Trial for ‘Freedom Convoy’ organizers not about their political beliefs, Crown says

A Crown prosecutor said Tuesday ‘Freedom Convoy’ organizers Tamara Lich and Chris Barber are not on trial for their political beliefs, but for the means they used to achieve their goal.

Tim Radcliffe delivered his opening statement as the pair’s trial got underway at a courthouse in Ottawa, nearly 20 months after police moved in and dislodged hundreds of trucks and other vehicles that entrenched themselves around the streets of Parliament Hill for three weeks in winter 2022. 

Lich and Barber are charged with mischief, counselling others to commit mischief, intimidation and obstructing police.

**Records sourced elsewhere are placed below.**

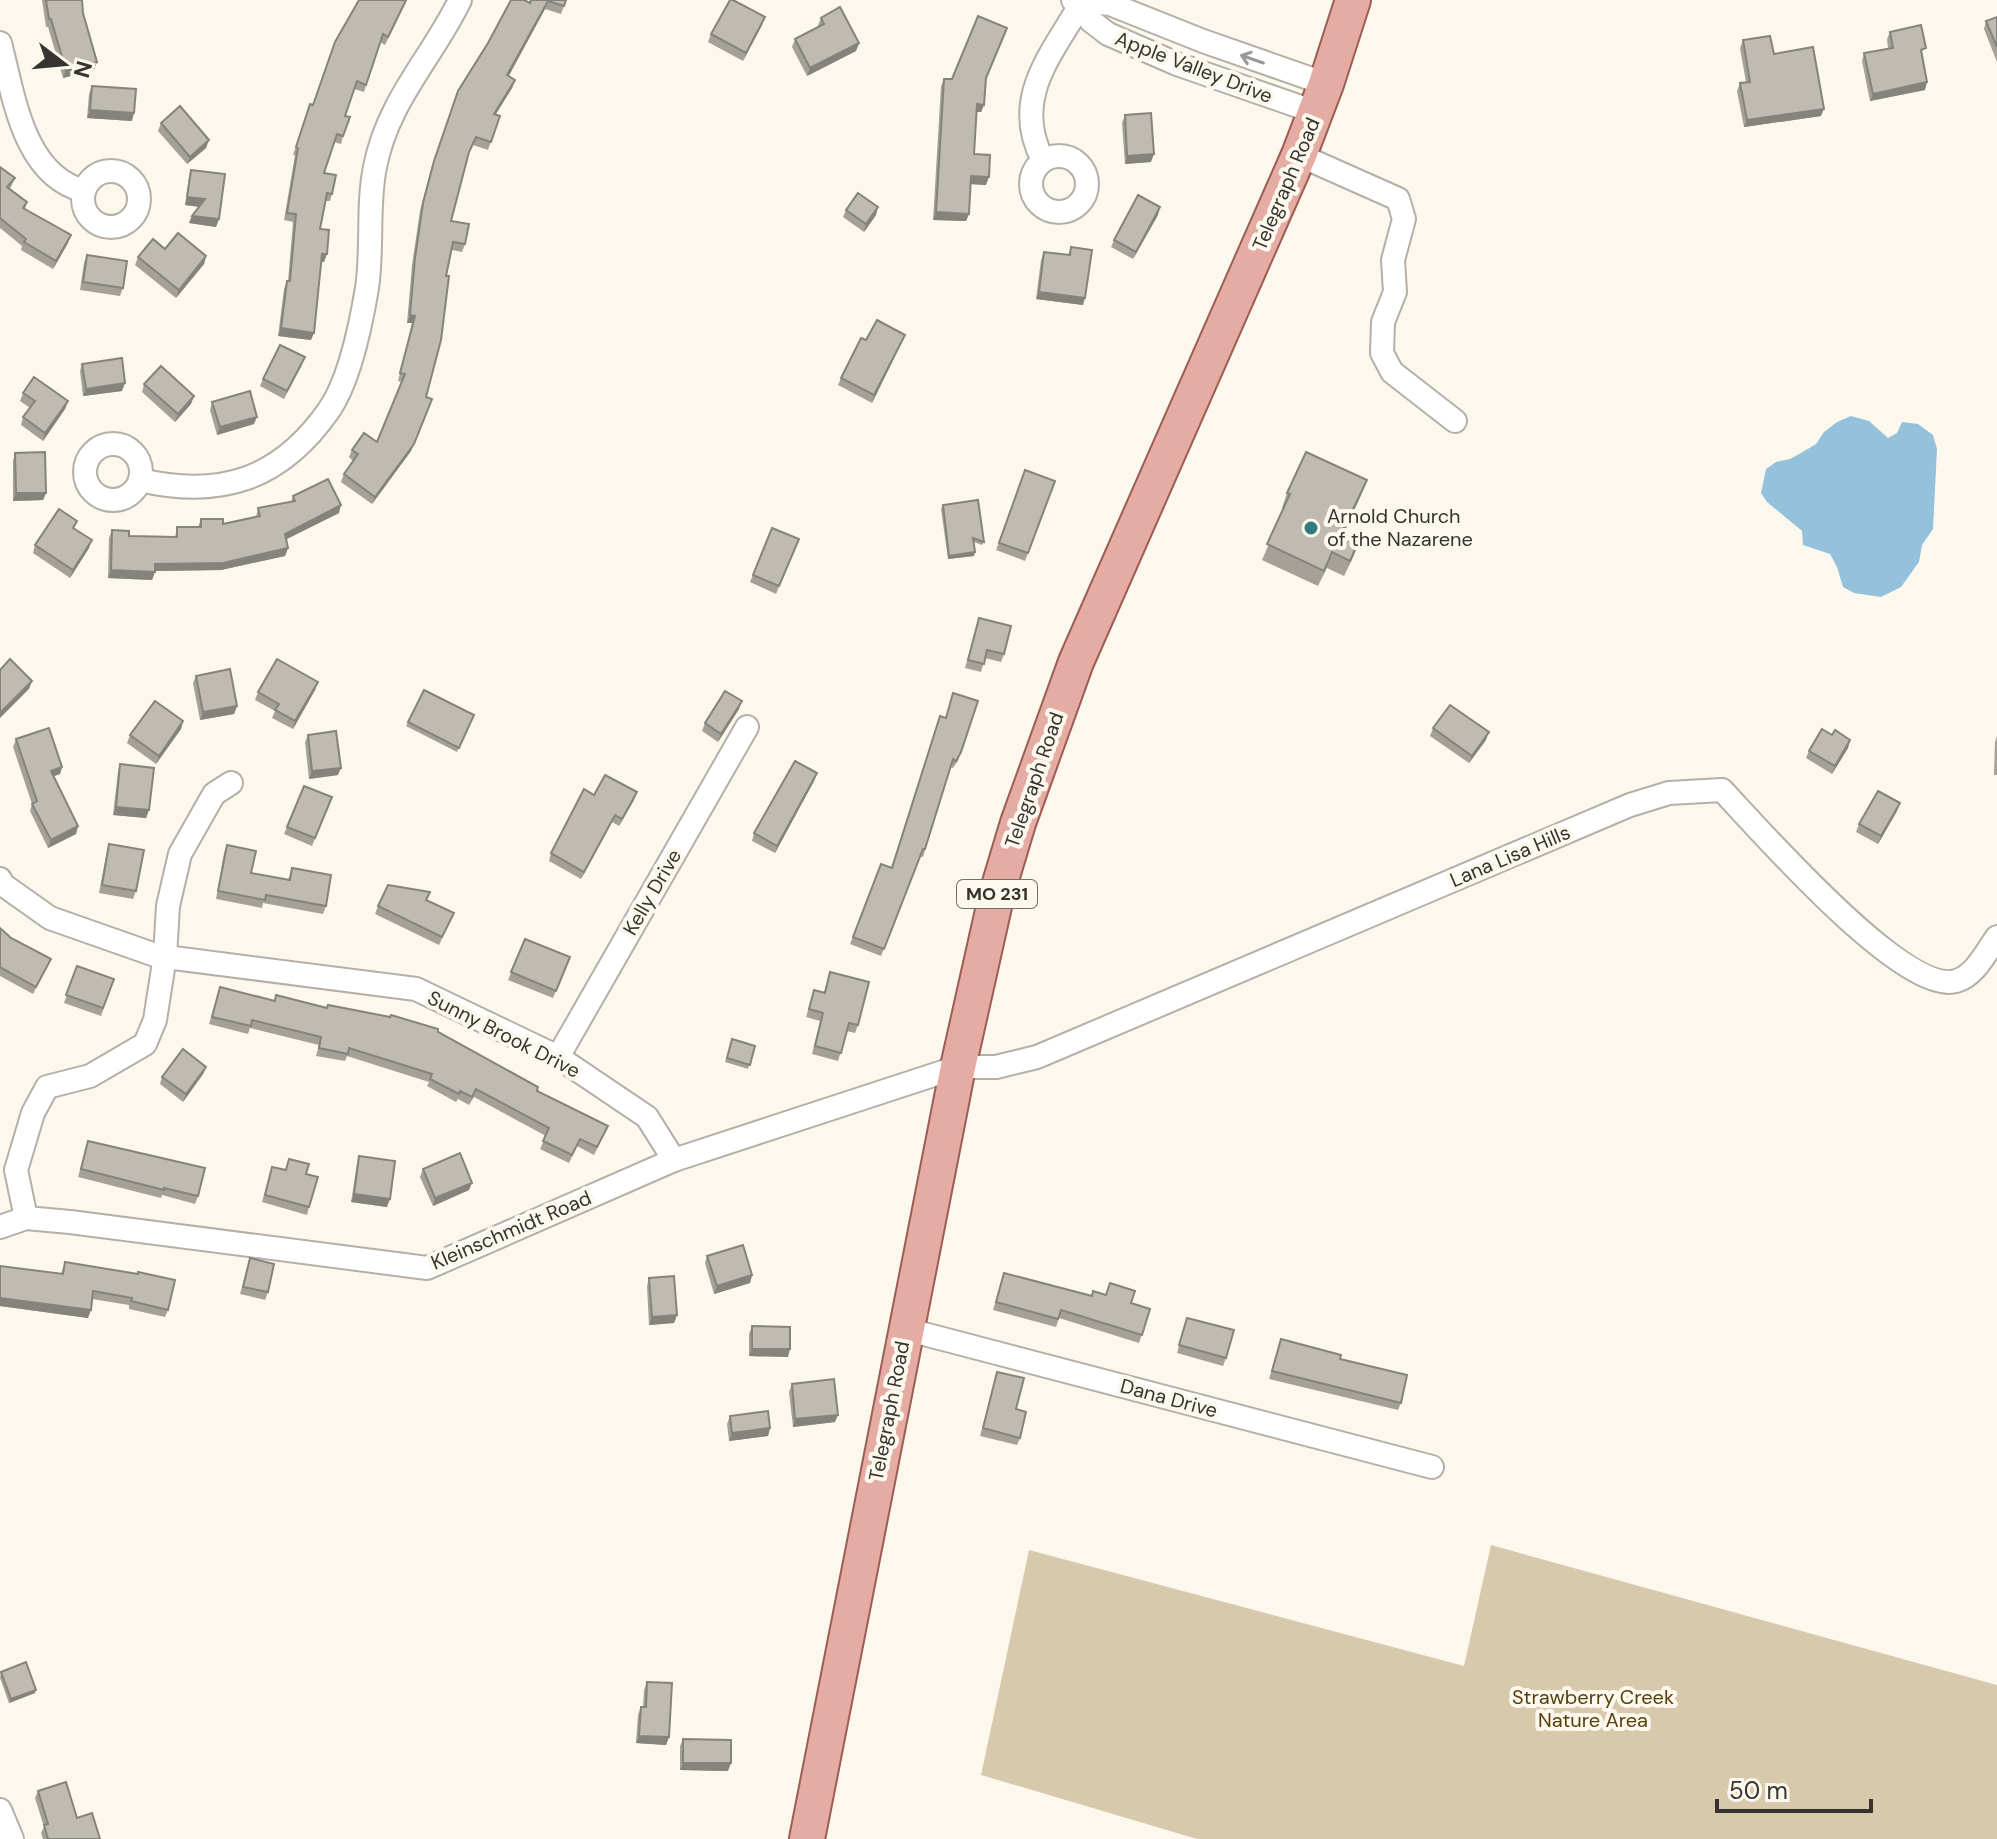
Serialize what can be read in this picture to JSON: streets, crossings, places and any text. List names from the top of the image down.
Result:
{
  "streets": {
    "main road": ["Telegraph Road", "MO 231"],
    "street": [
      "Apple Valley Drive",
      "Lana Lisa Hills",
      "Kelly Drive",
      "Sunny Brook Drive",
      "Kleinschmidt Road",
      "Dana Drive"
    ]
  },
  "crossings": [
    ["Apple Valley Drive", "Telegraph Road"],
    ["Telegraph Road", "Lana Lisa Hills"],
    ["Telegraph Road", "Kleinschmidt Road"],
    ["Telegraph Road", "Dana Drive"],
    ["Lana Lisa Hills", "Kleinschmidt Road"],
    ["Kelly Drive", "Sunny Brook Drive"],
    ["Sunny Brook Drive", "Kleinschmidt Road"]
  ],
  "parks": ["Strawberry Creek Nature Area"],
  "places": ["Arnold Church of the Nazarene"],
  "scale_bar": "50 m",
  "north": "right"
}
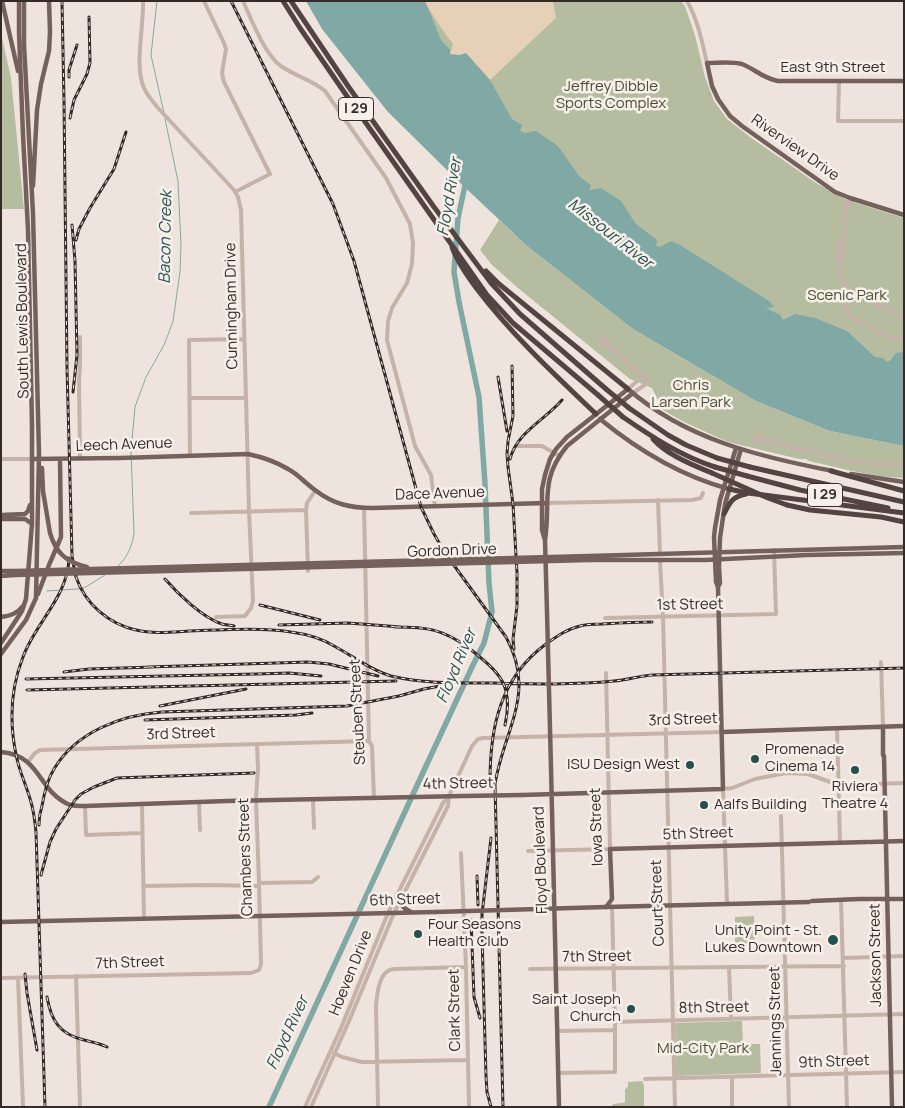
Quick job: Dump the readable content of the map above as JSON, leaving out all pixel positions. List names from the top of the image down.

Radcliffe said the Crown intends to demonstrate using 50 videos they filmed that shows they were key organizers of the movement that led to an “occupation” around downtown Ottawa

Lawyers for the accused disputed the use of the term “occupation.”

Radcliffe said Lich and Barber wanted the protest to bring an end to all COVID-19 public health orders but told the court the case is not about their “political views.” 

He said instead the issue is that they “crossed the line” and committed different crimes.

Before opening statements, Radcliffe told the court the Crown will call 22 witnesses, including top police and city officials and former Ottawa mayor Jim Watson. He also said it will submit more than 100 exhibits including dozens of videos, photos and letters from the protest in January and February 2022.

Watson, who was the mayor of Ottawa during the protest, was at the courthouse Tuesday and confirmed he expects to testify.

Lich and Barber were part of the original group that mobilized a convoy of big rigs and other trucks and cars to drive to Ottawa in winter 2022 to protest COVID-19 public health restrictions and the Liberal government.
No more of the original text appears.